What you will do: Down to the last character, repeat the data that follows.

Records shown:
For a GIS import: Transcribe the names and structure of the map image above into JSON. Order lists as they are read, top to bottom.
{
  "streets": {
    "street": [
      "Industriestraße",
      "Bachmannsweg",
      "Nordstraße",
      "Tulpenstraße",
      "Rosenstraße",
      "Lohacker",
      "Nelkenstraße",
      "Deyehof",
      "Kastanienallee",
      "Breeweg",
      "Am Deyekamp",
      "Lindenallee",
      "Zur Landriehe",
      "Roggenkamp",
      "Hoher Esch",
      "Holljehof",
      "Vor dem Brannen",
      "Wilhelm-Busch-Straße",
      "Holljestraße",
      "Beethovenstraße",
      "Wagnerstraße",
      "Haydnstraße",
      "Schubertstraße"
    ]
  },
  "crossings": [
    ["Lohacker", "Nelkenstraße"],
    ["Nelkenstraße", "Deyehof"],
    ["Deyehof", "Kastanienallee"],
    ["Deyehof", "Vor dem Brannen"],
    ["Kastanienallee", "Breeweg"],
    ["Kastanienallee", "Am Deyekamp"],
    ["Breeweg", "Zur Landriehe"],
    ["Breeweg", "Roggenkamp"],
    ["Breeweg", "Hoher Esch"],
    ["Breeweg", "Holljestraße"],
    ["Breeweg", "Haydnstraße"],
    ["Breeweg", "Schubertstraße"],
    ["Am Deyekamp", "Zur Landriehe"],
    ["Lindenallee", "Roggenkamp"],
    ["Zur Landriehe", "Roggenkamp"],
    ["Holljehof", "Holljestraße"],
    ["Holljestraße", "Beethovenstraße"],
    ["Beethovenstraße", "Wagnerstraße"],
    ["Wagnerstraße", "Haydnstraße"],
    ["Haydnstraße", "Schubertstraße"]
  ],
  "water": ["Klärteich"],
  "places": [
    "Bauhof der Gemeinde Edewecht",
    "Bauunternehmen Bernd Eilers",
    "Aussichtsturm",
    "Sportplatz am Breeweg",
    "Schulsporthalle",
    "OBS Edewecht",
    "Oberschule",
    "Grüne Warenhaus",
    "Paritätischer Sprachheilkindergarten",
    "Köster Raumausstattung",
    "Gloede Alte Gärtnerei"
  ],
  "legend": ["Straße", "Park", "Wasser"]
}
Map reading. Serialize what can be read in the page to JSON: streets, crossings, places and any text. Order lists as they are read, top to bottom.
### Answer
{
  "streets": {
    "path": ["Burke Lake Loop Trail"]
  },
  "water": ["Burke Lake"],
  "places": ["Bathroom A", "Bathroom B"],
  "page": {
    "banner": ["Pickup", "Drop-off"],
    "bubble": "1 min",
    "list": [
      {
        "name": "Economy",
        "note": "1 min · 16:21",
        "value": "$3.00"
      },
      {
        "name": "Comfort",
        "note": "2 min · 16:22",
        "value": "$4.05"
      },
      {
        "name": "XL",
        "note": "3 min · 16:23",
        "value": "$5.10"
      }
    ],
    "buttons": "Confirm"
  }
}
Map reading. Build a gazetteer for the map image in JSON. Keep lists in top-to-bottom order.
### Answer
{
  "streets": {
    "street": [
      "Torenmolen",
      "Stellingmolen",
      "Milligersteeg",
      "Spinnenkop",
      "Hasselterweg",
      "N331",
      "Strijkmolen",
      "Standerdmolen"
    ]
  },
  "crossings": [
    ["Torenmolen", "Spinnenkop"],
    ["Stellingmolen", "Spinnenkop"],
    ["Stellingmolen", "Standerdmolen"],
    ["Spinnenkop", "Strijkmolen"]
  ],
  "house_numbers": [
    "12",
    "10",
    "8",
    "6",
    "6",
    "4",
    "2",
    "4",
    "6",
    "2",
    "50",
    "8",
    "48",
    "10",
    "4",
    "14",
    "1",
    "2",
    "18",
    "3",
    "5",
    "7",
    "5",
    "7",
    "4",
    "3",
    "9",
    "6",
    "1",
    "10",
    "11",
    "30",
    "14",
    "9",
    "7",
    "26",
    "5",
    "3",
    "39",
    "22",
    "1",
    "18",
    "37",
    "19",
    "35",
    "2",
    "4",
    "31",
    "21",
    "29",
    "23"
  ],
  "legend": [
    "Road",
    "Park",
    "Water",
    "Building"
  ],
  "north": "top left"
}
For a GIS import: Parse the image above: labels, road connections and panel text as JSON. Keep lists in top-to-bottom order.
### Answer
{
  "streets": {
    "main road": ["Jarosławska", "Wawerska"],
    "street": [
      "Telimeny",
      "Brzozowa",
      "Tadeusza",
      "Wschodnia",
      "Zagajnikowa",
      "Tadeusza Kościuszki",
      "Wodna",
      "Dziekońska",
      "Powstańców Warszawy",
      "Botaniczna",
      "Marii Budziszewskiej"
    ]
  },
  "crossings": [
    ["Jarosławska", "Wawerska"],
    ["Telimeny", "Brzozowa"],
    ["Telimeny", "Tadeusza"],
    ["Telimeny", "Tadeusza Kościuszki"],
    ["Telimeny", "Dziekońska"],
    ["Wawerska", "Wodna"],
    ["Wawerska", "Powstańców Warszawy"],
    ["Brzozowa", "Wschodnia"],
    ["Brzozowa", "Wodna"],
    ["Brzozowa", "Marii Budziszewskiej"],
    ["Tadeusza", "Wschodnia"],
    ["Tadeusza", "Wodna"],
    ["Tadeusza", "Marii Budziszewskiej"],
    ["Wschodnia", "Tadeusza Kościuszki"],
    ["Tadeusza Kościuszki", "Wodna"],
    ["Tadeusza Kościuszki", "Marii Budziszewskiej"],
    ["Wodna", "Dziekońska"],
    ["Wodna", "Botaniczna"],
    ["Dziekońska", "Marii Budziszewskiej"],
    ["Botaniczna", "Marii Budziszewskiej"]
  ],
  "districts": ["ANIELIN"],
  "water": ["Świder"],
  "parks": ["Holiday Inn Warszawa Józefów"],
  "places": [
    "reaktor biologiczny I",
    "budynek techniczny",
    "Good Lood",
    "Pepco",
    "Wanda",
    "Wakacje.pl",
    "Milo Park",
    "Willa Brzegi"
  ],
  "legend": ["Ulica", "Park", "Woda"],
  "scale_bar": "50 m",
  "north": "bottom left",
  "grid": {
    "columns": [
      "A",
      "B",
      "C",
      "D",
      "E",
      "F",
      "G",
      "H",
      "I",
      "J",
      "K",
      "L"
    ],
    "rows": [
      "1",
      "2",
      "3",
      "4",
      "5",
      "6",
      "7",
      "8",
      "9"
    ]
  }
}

Output of the exercise:
For a GIS import: Transcribe the names and structure of the map image above into JSON. Order lists as they are read, top to bottom.
{
  "streets": {
    "street": [
      "Industriestraße",
      "Bachmannsweg",
      "Nordstraße",
      "Tulpenstraße",
      "Rosenstraße",
      "Lohacker",
      "Nelkenstraße",
      "Deyehof",
      "Kastanienallee",
      "Breeweg",
      "Am Deyekamp",
      "Lindenallee",
      "Zur Landriehe",
      "Roggenkamp",
      "Hoher Esch",
      "Holljehof",
      "Vor dem Brannen",
      "Wilhelm-Busch-Straße",
      "Holljestraße",
      "Beethovenstraße",
      "Wagnerstraße",
      "Haydnstraße",
      "Schubertstraße"
    ]
  },
  "crossings": [
    ["Lohacker", "Nelkenstraße"],
    ["Nelkenstraße", "Deyehof"],
    ["Deyehof", "Kastanienallee"],
    ["Deyehof", "Vor dem Brannen"],
    ["Kastanienallee", "Breeweg"],
    ["Kastanienallee", "Am Deyekamp"],
    ["Breeweg", "Zur Landriehe"],
    ["Breeweg", "Roggenkamp"],
    ["Breeweg", "Hoher Esch"],
    ["Breeweg", "Holljestraße"],
    ["Breeweg", "Haydnstraße"],
    ["Breeweg", "Schubertstraße"],
    ["Am Deyekamp", "Zur Landriehe"],
    ["Lindenallee", "Roggenkamp"],
    ["Zur Landriehe", "Roggenkamp"],
    ["Holljehof", "Holljestraße"],
    ["Holljestraße", "Beethovenstraße"],
    ["Beethovenstraße", "Wagnerstraße"],
    ["Wagnerstraße", "Haydnstraße"],
    ["Haydnstraße", "Schubertstraße"]
  ],
  "water": ["Klärteich"],
  "places": [
    "Bauhof der Gemeinde Edewecht",
    "Bauunternehmen Bernd Eilers",
    "Aussichtsturm",
    "Sportplatz am Breeweg",
    "Schulsporthalle",
    "OBS Edewecht",
    "Oberschule",
    "Grüne Warenhaus",
    "Paritätischer Sprachheilkindergarten",
    "Köster Raumausstattung",
    "Gloede Alte Gärtnerei"
  ],
  "legend": ["Straße", "Park", "Wasser"]
}
Map reading. Serialize what can be read in the page to JSON: streets, crossings, places and any text. Order lists as they are read, top to bottom.
### Answer
{
  "streets": {
    "path": ["Burke Lake Loop Trail"]
  },
  "water": ["Burke Lake"],
  "places": ["Bathroom A", "Bathroom B"],
  "page": {
    "banner": ["Pickup", "Drop-off"],
    "bubble": "1 min",
    "list": [
      {
        "name": "Economy",
        "note": "1 min · 16:21",
        "value": "$3.00"
      },
      {
        "name": "Comfort",
        "note": "2 min · 16:22",
        "value": "$4.05"
      },
      {
        "name": "XL",
        "note": "3 min · 16:23",
        "value": "$5.10"
      }
    ],
    "buttons": "Confirm"
  }
}
Map reading. Build a gazetteer for the map image in JSON. Keep lists in top-to-bottom order.
### Answer
{
  "streets": {
    "street": [
      "Torenmolen",
      "Stellingmolen",
      "Milligersteeg",
      "Spinnenkop",
      "Hasselterweg",
      "N331",
      "Strijkmolen",
      "Standerdmolen"
    ]
  },
  "crossings": [
    ["Torenmolen", "Spinnenkop"],
    ["Stellingmolen", "Spinnenkop"],
    ["Stellingmolen", "Standerdmolen"],
    ["Spinnenkop", "Strijkmolen"]
  ],
  "house_numbers": [
    "12",
    "10",
    "8",
    "6",
    "6",
    "4",
    "2",
    "4",
    "6",
    "2",
    "50",
    "8",
    "48",
    "10",
    "4",
    "14",
    "1",
    "2",
    "18",
    "3",
    "5",
    "7",
    "5",
    "7",
    "4",
    "3",
    "9",
    "6",
    "1",
    "10",
    "11",
    "30",
    "14",
    "9",
    "7",
    "26",
    "5",
    "3",
    "39",
    "22",
    "1",
    "18",
    "37",
    "19",
    "35",
    "2",
    "4",
    "31",
    "21",
    "29",
    "23"
  ],
  "legend": [
    "Road",
    "Park",
    "Water",
    "Building"
  ],
  "north": "top left"
}
For a GIS import: Parse the image above: labels, road connections and panel text as JSON. Keep lists in top-to-bottom order.
### Answer
{
  "streets": {
    "main road": ["Jarosławska", "Wawerska"],
    "street": [
      "Telimeny",
      "Brzozowa",
      "Tadeusza",
      "Wschodnia",
      "Zagajnikowa",
      "Tadeusza Kościuszki",
      "Wodna",
      "Dziekońska",
      "Powstańców Warszawy",
      "Botaniczna",
      "Marii Budziszewskiej"
    ]
  },
  "crossings": [
    ["Jarosławska", "Wawerska"],
    ["Telimeny", "Brzozowa"],
    ["Telimeny", "Tadeusza"],
    ["Telimeny", "Tadeusza Kościuszki"],
    ["Telimeny", "Dziekońska"],
    ["Wawerska", "Wodna"],
    ["Wawerska", "Powstańców Warszawy"],
    ["Brzozowa", "Wschodnia"],
    ["Brzozowa", "Wodna"],
    ["Brzozowa", "Marii Budziszewskiej"],
    ["Tadeusza", "Wschodnia"],
    ["Tadeusza", "Wodna"],
    ["Tadeusza", "Marii Budziszewskiej"],
    ["Wschodnia", "Tadeusza Kościuszki"],
    ["Tadeusza Kościuszki", "Wodna"],
    ["Tadeusza Kościuszki", "Marii Budziszewskiej"],
    ["Wodna", "Dziekońska"],
    ["Wodna", "Botaniczna"],
    ["Dziekońska", "Marii Budziszewskiej"],
    ["Botaniczna", "Marii Budziszewskiej"]
  ],
  "districts": ["ANIELIN"],
  "water": ["Świder"],
  "parks": ["Holiday Inn Warszawa Józefów"],
  "places": [
    "reaktor biologiczny I",
    "budynek techniczny",
    "Good Lood",
    "Pepco",
    "Wanda",
    "Wakacje.pl",
    "Milo Park",
    "Willa Brzegi"
  ],
  "legend": ["Ulica", "Park", "Woda"],
  "scale_bar": "50 m",
  "north": "bottom left",
  "grid": {
    "columns": [
      "A",
      "B",
      "C",
      "D",
      "E",
      "F",
      "G",
      "H",
      "I",
      "J",
      "K",
      "L"
    ],
    "rows": [
      "1",
      "2",
      "3",
      "4",
      "5",
      "6",
      "7",
      "8",
      "9"
    ]
  }
}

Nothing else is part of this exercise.